Task
Extract the whole listing as it stands. Do not include the pictures.

Records for the task
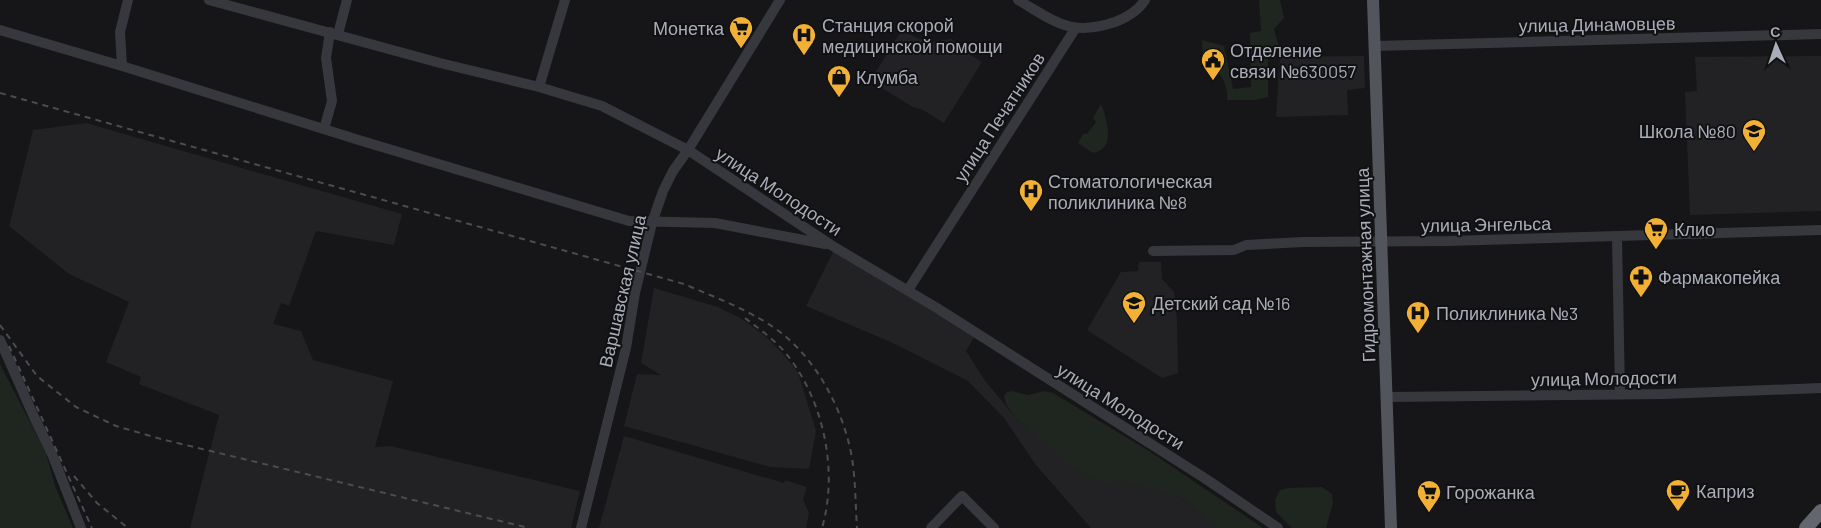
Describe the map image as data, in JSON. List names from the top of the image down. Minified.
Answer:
{"streets":{"main road":["Гидромонтажная улица"],"street":["улица Динамовцев","улица Печатников","улица Молодости","улица Энгельса","Варшавская улица"]},"crossings":[["улица Динамовцев","Гидромонтажная улица"],["улица Печатников","улица Молодости"],["улица Молодости","Гидромонтажная улица"],["улица Молодости","Варшавская улица"],["улица Энгельса","Гидромонтажная улица"]],"places":{"supermarket":["Монетка","Клио","Горожанка"],"hospital":["Станция скорой медицинской помощи","Стоматологическая поликлиника №8","Поликлиника №3"],"public building":["Отделение связи №630057"],"shop":["Клумба"],"school or university":["Школа №80","Детский сад №16"],"pharmacy":["Фармакопейка"],"cafe":["Каприз"]},"north":"top"}
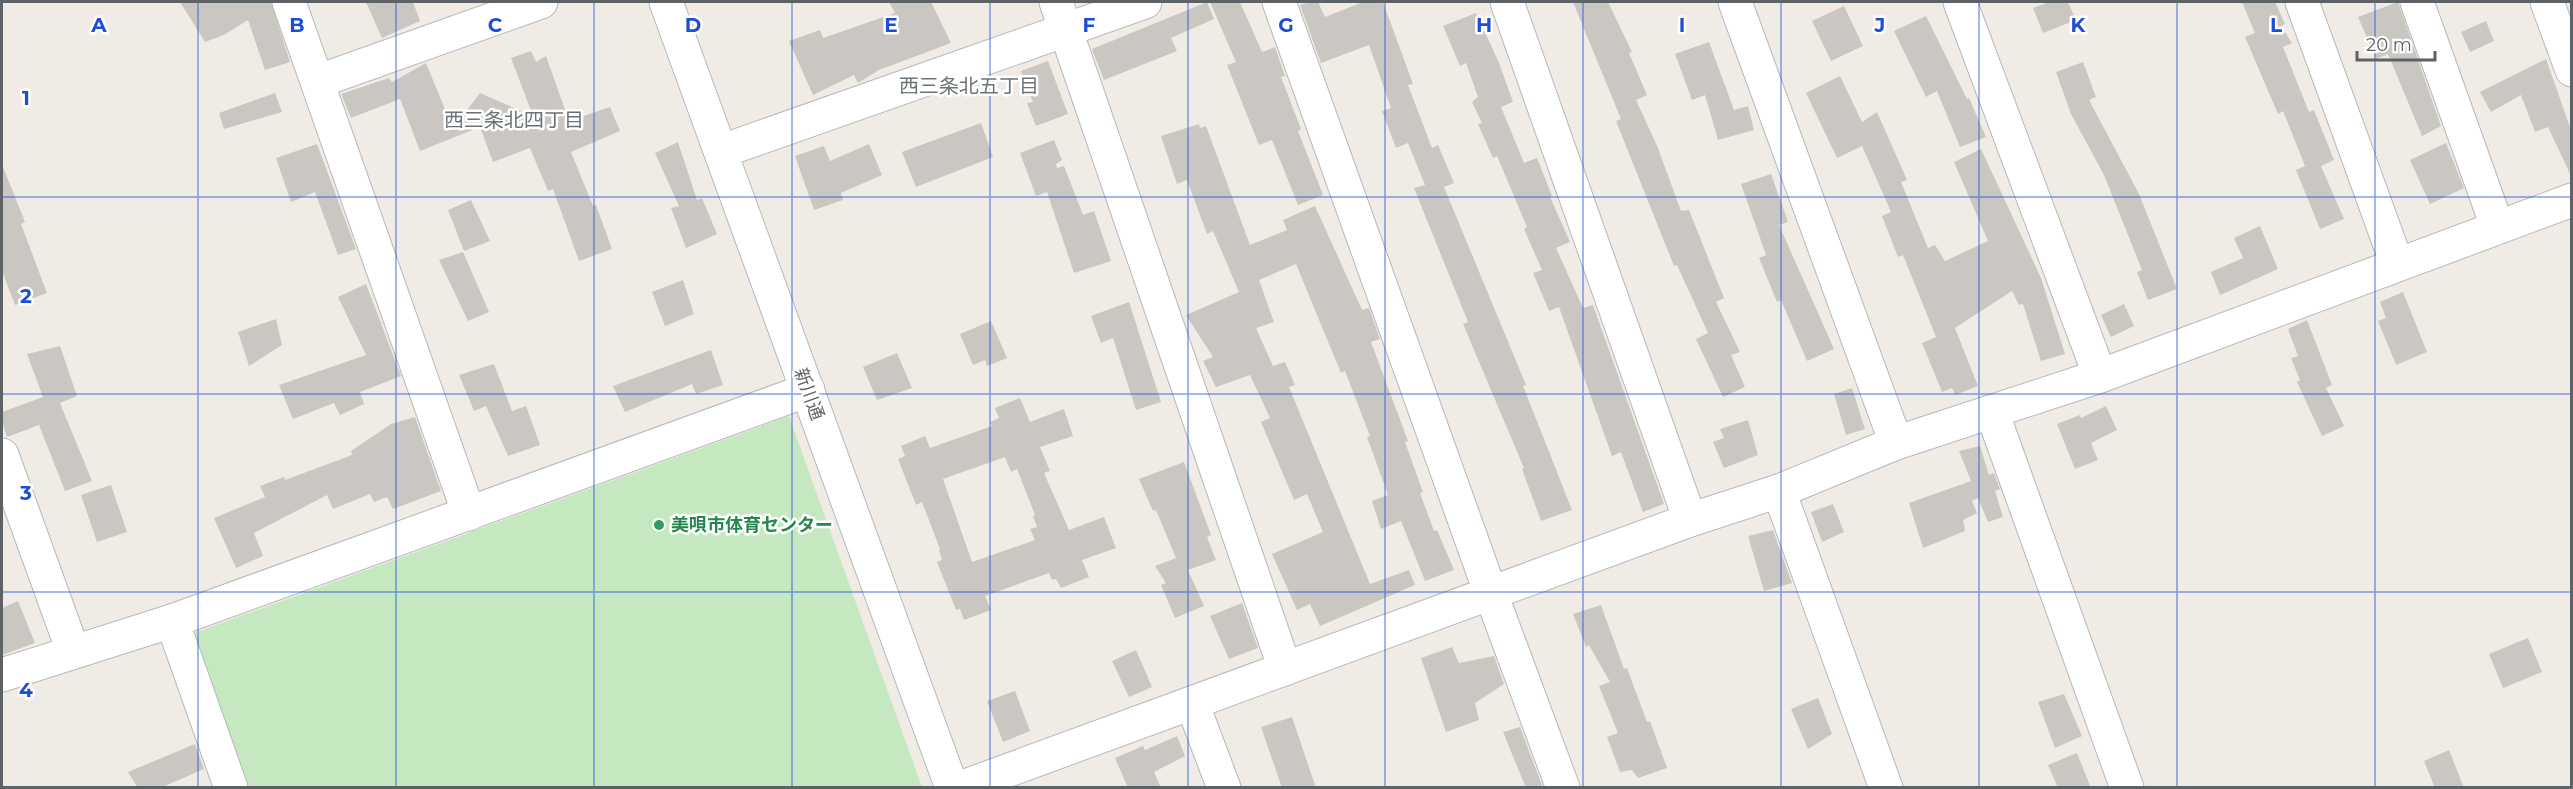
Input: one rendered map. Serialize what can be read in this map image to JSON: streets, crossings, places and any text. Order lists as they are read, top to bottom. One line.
{"streets":{"street":["新川通"]},"districts":["西三条北五丁目","西三条北四丁目"],"places":["美唄市体育センター"],"scale_bar":"20 m","grid":{"columns":["A","B","C","D","E","F","G","H","I","J","K","L"],"rows":["1","2","3","4"]}}
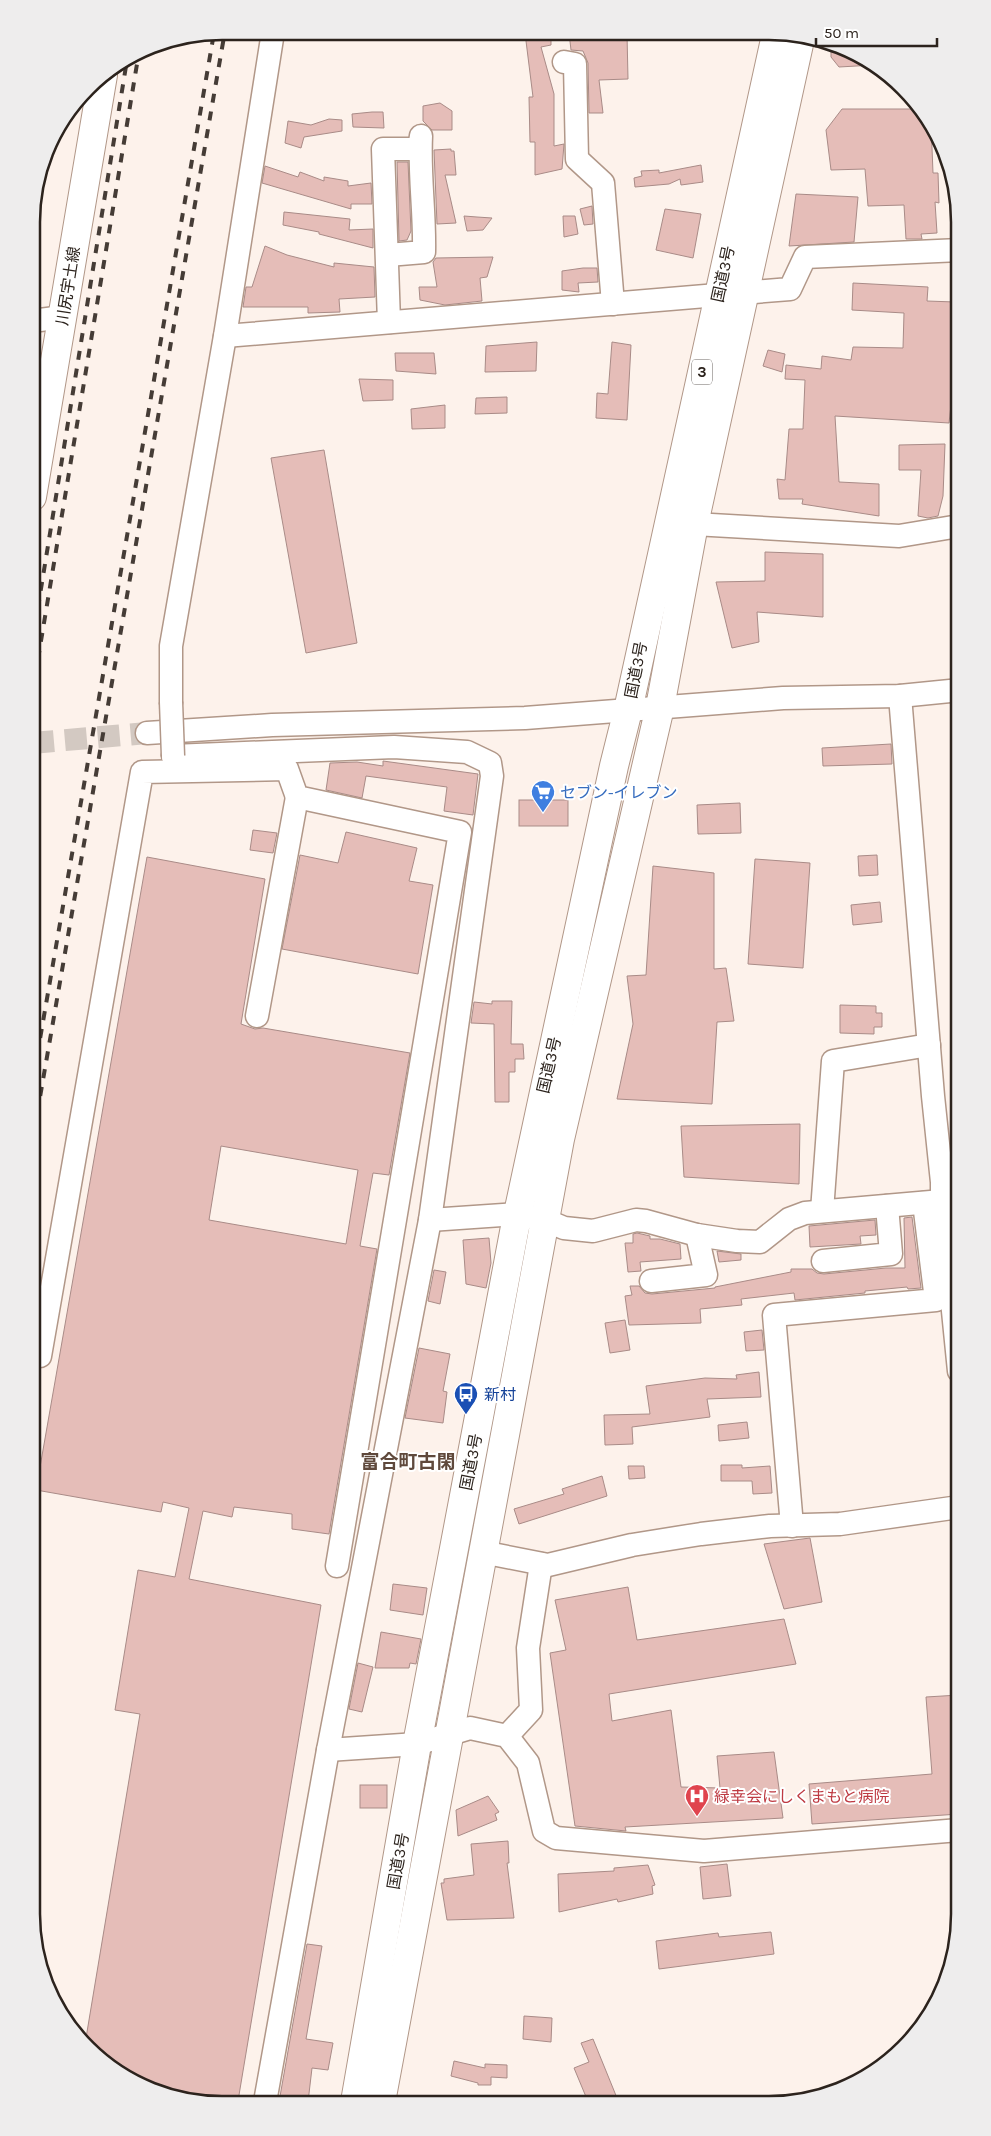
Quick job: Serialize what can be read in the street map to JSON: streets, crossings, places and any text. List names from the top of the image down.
{
  "streets": {
    "main road": ["国道3号", "川尻宇土線", "3"]
  },
  "districts": ["富合町古閑"],
  "places": {
    "supermarket": ["セブン-イレブン"],
    "bus stop": ["新村"],
    "hospital": ["緑幸会にしくまもと病院"]
  },
  "scale_bar": "50 m"
}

Response area
Describe the map image as data, in JSON. List names from the top of the image down. Minified.
Answer:
{"streets":{"main road":["Гидромонтажная улица"],"street":["улица Динамовцев","улица Печатников","улица Молодости","улица Энгельса","Варшавская улица"]},"crossings":[["улица Динамовцев","Гидромонтажная улица"],["улица Печатников","улица Молодости"],["улица Молодости","Гидромонтажная улица"],["улица Молодости","Варшавская улица"],["улица Энгельса","Гидромонтажная улица"]],"places":{"supermarket":["Монетка","Клио","Горожанка"],"hospital":["Станция скорой медицинской помощи","Стоматологическая поликлиника №8","Поликлиника №3"],"public building":["Отделение связи №630057"],"shop":["Клумба"],"school or university":["Школа №80","Детский сад №16"],"pharmacy":["Фармакопейка"],"cafe":["Каприз"]},"north":"top"}
Input: one rendered map. Serialize what can be read in this map image to JSON: streets, crossings, places and any text. Order lists as they are read, top to bottom. One line.
{"streets":{"street":["新川通"]},"districts":["西三条北五丁目","西三条北四丁目"],"places":["美唄市体育センター"],"scale_bar":"20 m","grid":{"columns":["A","B","C","D","E","F","G","H","I","J","K","L"],"rows":["1","2","3","4"]}}
Quick job: Serialize what can be read in the street map to JSON: streets, crossings, places and any text. List names from the top of the image down.
{
  "streets": {
    "main road": ["国道3号", "川尻宇土線", "3"]
  },
  "districts": ["富合町古閑"],
  "places": {
    "supermarket": ["セブン-イレブン"],
    "bus stop": ["新村"],
    "hospital": ["緑幸会にしくまもと病院"]
  },
  "scale_bar": "50 m"
}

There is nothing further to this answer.